Die grundlegendste innenpolitische Begründung des östlichen Absolutismus lag jedoch auf dem Land. Ihre komplexe Unterdrückungsmaschinerie richtete sich im Wesentlichen und in erster Linie gegen die Bauernschaft. Das 17. Jahrhundert war in den meisten Teilen Europas eine Epoche sinkender Preise und sinkender Bevölkerungszahlen. Im Osten hatten Kriege und Bürgerkriege zu besonders akuten Arbeitskrisen geführt. Der Dreißigjährige Krieg hatte der gesamten deutschen Wirtschaft östlich der Elbe einen herben Rückschlag zugefügt. In vielen Landkreisen Brandenburgs kam es zu Bevölkerungsverlusten von bis zu 50 Prozent.11 In Böhmen sank die Gesamtbevölkerung durch die Unterzeichnung des Westfälischen Friedens von 1.700.000 auf unter 1.000.000.12 In den russischen Ländern ist die unerträgliche Belastung durch die Die Livländischen Kriege und die Opritschnina hatten in den letzten Jahren des 16. Jahrhunderts zu einer katastrophalen Entvölkerung und Evakuierung Zentralrusslands geführt; 76 bis 96 Prozent der Siedlungen in der Provinz Moskau selbst wurden aufgegeben.12 Die Zeit der Unruhen mit ihren Bürgerkriegen, ausländischen Invasionen und ländlichen Aufständen verschärfte dann die Instabilität und den Mangel an Arbeitskräften, die zur Verfügung standen die Grundbesitzerklasse. Der demografische Abschwung dieser Epoche führte somit zu einem ständigen Mangel an ländlichen Arbeitskräften für den Landanbau oder verschärfte ihn. Darüber hinaus gab es einen dauerhaften regionalen Hintergrund für dieses Phänomen: das für den östlichen Feudalismus endemische Problem des Verhältnisses von Land zu Arbeit – das Existenz von zu wenigen Bauern, verstreut über zu große Gebiete. Ein Vergleich mag einen Eindruck vom Kontrast der Verhältnisse zu denen Westeuropas vermitteln: Die Bevölkerungsdichte Russlands betrug im 17. Jahrhundert 3 bis 4 Personen pro Quadratkilometer, während die Bevölkerungsdichte Frankreichs 40 oder etwa zehnmal höher war . 14 In den fruchtbaren Gebieten Südostpolens und der Westukraine, der reichsten Agrarzone der Rzeczpospolita, war die Bevölkerungsdichte kaum höher – etwa 3 bis 7 Personen pro Quadratkilometer. 16 Der größte Teil der Mittelungarischen Tiefebene – heute das Grenzgebiet zwischen Österreich und der Türkei
Stoye, Europe Unfolding 1648-1688, S. 31. re. PoliSensky, Der Dreißigjährige Krieg, S. 145. 13. R. H. Hellie, Enserfment and Military Change in Muscovy, S. 95. 14. R. Mousnier, Peasant Uprisings, S. 157, 159.

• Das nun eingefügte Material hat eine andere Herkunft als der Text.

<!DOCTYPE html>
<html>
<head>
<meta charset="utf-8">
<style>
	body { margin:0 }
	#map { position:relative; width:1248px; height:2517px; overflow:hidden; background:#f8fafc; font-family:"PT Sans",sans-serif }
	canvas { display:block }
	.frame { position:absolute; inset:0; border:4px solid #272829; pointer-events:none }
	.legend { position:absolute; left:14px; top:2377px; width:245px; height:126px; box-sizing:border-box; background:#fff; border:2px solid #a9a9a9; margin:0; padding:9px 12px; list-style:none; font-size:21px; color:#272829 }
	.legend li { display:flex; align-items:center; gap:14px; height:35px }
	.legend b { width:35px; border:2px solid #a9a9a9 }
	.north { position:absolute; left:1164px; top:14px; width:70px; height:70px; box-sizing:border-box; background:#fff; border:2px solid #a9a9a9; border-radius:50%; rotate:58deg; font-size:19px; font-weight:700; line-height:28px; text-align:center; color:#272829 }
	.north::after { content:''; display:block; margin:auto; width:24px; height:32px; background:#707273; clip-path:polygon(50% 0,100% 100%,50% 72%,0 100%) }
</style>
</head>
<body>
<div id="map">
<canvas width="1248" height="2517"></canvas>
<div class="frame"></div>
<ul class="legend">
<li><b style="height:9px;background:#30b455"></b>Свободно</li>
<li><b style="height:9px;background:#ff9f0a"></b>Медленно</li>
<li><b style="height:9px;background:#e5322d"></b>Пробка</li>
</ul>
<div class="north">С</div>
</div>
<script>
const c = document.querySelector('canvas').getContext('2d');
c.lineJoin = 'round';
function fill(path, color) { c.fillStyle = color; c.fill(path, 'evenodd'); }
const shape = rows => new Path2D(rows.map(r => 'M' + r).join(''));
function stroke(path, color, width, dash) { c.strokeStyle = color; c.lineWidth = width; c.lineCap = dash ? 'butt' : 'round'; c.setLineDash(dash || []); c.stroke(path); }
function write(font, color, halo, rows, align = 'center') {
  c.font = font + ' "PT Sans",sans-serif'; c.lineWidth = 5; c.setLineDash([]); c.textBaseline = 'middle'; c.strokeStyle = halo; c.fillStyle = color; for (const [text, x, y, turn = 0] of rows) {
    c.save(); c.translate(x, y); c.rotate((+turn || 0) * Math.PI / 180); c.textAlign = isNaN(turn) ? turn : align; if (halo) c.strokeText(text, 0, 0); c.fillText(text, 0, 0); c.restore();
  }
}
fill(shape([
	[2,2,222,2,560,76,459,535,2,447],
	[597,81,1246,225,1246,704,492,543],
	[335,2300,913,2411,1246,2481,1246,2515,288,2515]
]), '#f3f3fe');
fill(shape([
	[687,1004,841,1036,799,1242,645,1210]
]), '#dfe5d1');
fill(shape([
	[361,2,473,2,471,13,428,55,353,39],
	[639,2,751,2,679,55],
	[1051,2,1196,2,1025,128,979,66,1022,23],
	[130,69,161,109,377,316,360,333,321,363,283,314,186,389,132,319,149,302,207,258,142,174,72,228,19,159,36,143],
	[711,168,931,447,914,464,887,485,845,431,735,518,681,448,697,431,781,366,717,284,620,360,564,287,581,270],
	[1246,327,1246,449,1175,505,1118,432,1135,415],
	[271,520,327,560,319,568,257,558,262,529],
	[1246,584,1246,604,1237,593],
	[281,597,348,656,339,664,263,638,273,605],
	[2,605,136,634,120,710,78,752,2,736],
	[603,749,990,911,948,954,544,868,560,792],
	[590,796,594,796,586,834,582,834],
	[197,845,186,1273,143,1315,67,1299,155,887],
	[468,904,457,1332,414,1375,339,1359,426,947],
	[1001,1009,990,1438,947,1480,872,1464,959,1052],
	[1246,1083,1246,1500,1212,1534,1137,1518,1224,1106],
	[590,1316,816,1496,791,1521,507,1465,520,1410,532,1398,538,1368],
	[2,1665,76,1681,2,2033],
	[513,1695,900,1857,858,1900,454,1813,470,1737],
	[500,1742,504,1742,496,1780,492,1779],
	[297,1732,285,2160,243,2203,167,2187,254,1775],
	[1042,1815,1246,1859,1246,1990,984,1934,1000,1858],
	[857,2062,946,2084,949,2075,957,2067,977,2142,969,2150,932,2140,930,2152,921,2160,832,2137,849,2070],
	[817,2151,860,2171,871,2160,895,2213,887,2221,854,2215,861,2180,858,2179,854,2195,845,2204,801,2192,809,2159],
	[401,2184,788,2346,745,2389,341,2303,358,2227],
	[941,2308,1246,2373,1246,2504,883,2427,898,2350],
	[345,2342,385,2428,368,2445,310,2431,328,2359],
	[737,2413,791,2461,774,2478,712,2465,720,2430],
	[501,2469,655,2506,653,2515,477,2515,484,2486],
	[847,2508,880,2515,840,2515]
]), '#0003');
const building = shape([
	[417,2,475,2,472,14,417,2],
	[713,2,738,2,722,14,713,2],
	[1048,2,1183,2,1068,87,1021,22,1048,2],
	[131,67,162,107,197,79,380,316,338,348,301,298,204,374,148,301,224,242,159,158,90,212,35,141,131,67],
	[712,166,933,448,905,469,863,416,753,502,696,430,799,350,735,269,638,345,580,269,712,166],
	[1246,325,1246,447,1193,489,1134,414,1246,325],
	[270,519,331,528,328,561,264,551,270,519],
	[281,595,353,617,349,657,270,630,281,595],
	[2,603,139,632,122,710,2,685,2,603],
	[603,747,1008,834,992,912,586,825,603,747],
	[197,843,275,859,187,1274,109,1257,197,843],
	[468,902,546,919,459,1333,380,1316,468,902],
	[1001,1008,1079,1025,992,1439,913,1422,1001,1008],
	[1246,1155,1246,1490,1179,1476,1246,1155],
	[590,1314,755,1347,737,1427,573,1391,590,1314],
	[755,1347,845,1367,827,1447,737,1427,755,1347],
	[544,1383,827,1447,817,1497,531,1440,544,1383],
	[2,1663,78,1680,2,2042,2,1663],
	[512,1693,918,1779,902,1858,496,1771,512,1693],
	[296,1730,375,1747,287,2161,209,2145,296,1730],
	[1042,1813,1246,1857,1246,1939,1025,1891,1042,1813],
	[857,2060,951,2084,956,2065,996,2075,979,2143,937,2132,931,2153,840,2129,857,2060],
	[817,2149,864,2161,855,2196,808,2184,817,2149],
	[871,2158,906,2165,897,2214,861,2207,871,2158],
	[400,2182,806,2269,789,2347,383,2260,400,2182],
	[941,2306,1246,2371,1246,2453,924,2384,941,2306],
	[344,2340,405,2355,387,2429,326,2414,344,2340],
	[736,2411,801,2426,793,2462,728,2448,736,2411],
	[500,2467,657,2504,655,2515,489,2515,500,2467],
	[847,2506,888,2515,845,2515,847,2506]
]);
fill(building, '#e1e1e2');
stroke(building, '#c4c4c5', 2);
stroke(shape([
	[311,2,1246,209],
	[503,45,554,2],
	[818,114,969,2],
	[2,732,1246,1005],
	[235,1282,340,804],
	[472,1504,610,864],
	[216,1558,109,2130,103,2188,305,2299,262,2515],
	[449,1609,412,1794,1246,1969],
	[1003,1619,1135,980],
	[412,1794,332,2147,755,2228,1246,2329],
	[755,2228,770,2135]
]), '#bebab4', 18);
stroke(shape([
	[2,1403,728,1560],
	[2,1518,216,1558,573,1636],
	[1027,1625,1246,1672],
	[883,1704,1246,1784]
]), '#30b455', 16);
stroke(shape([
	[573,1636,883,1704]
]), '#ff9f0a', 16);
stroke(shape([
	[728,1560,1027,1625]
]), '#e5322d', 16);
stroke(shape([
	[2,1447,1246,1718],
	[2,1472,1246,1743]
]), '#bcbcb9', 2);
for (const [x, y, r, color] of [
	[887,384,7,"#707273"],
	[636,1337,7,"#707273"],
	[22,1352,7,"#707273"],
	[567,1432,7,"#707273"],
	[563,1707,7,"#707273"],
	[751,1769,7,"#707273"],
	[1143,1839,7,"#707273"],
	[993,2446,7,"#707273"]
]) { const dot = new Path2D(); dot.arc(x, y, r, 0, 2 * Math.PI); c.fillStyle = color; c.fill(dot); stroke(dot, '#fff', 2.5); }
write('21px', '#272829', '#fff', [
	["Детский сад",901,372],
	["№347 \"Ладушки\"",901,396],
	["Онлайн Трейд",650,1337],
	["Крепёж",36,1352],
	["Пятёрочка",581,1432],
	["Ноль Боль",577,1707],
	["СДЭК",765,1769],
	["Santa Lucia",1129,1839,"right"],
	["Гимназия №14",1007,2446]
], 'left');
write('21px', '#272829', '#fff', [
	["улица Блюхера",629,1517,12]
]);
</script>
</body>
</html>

15. P. Skwarczynski, „Polen und Litauen", The New Cambridge Modern History of Europe, III, Cambridge 1968, p. 377.
Empires – wurde ebenfalls entvölkert. Das erste Ziel der Grundbesitzerklasse bestand somit überall, nicht so sehr wie im Westen, darin, die Höhe der vom Bauern zu zahlenden Abgaben festzulegen, sondern darin, die Mobilität des Dorfbewohners einzuschränken und ihn an die Ländereien zu binden. Umgekehrt war in weiten Teilen Osteuropas die typischste und wirksamste Form des von der Bauernschaft geführten Klassenkampfes schlicht die Flucht – das kollektive Verlassen des Landes in unbewohnte und unbekannte Gebiete dahinter.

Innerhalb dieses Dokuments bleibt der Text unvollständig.